No rain for awhile, and the grass was losing its deep green colour. There wasn’t any cooling breeze this time, I felt my body cutting through the thick moisture in the air, and I could literally sense the droplets cooking in the heat, my skin tingling with the subtle minuscule movements.

I was once told by a forestry expert that there were some really old tropical hard wood trees in the gardens. What I do know is that this place is very well cared for, the rangers, cleaners etc are very kind and friendly, and dogs are welcome here, though they must be on leash. It makes sense to have dogs on leash here, because there is vulnerable wildlife, and to keep the dogs safe from snakes. Yes, we have cobras here in Singapore.

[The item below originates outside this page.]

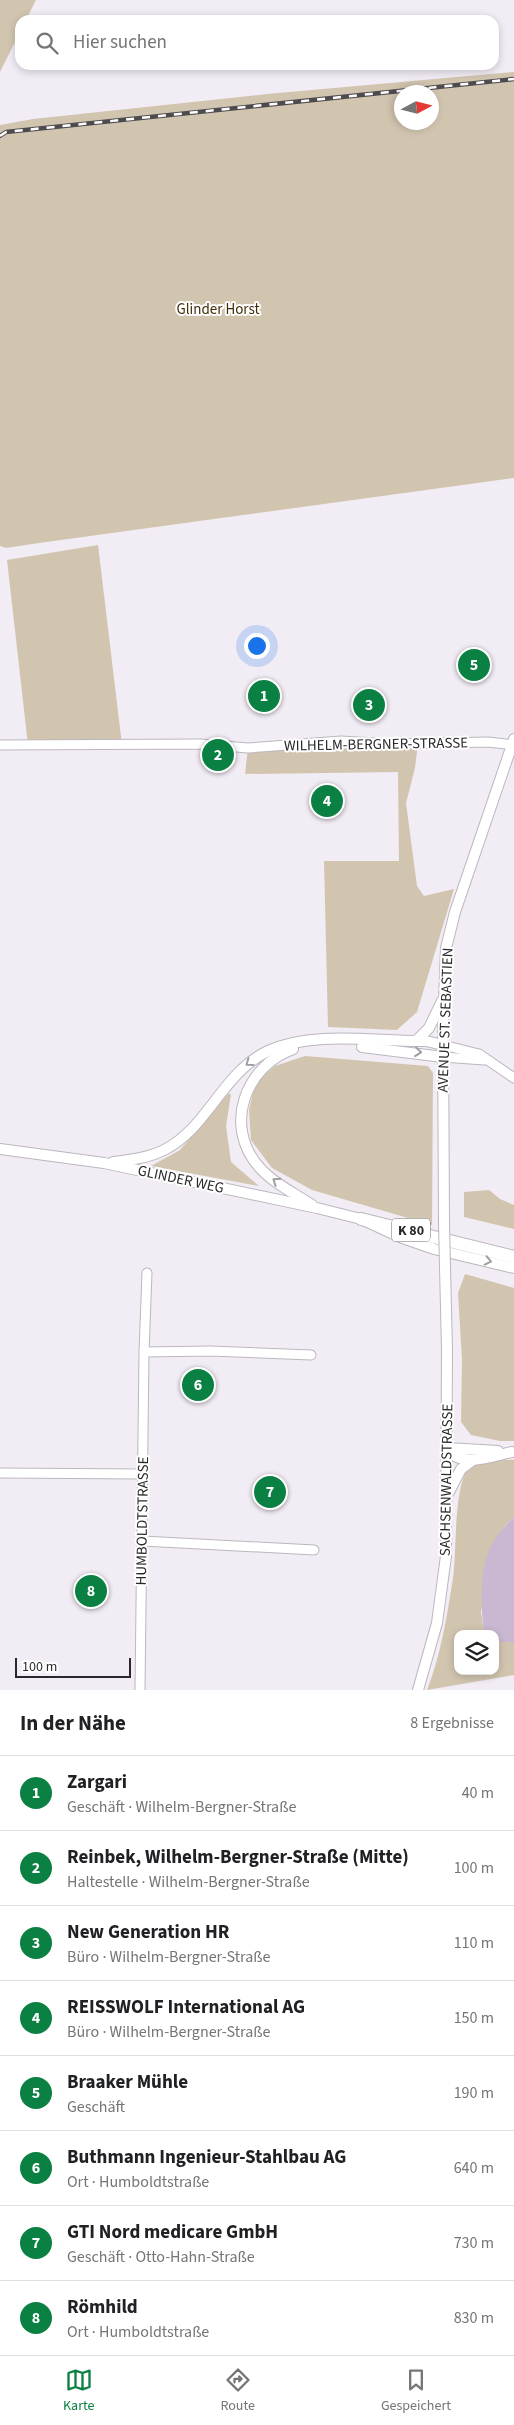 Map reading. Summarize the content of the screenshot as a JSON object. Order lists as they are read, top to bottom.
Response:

We were too hot – I was drenched in perspiration and Lucy was panting heavily – and so we headed to the cafe for respite. I had a coffee, which I mixed with my iced milo in the bottle I brought with me. I settled Lucy on her mat with her water bowl and a huge length of Chewy Roo from our favourite Loyalty Pet Treats, which we order direct from Australia. The owners are wonderful folk, and we’ve become friends through the years. We’re lucky to have good friends, though I think it is Lucy who attracts the good people to us. I have her to thank for this.

The Princess was remarkably calm and collected, even when the chickens came to check her out! And there I was, feeling nervous about them chooks coming too close. Silly me.

We spent just over two hours at the gardens. It wasn’t a big day out, only a slice of the morning, but these little moments means so much to me, and I hope to Lucy too.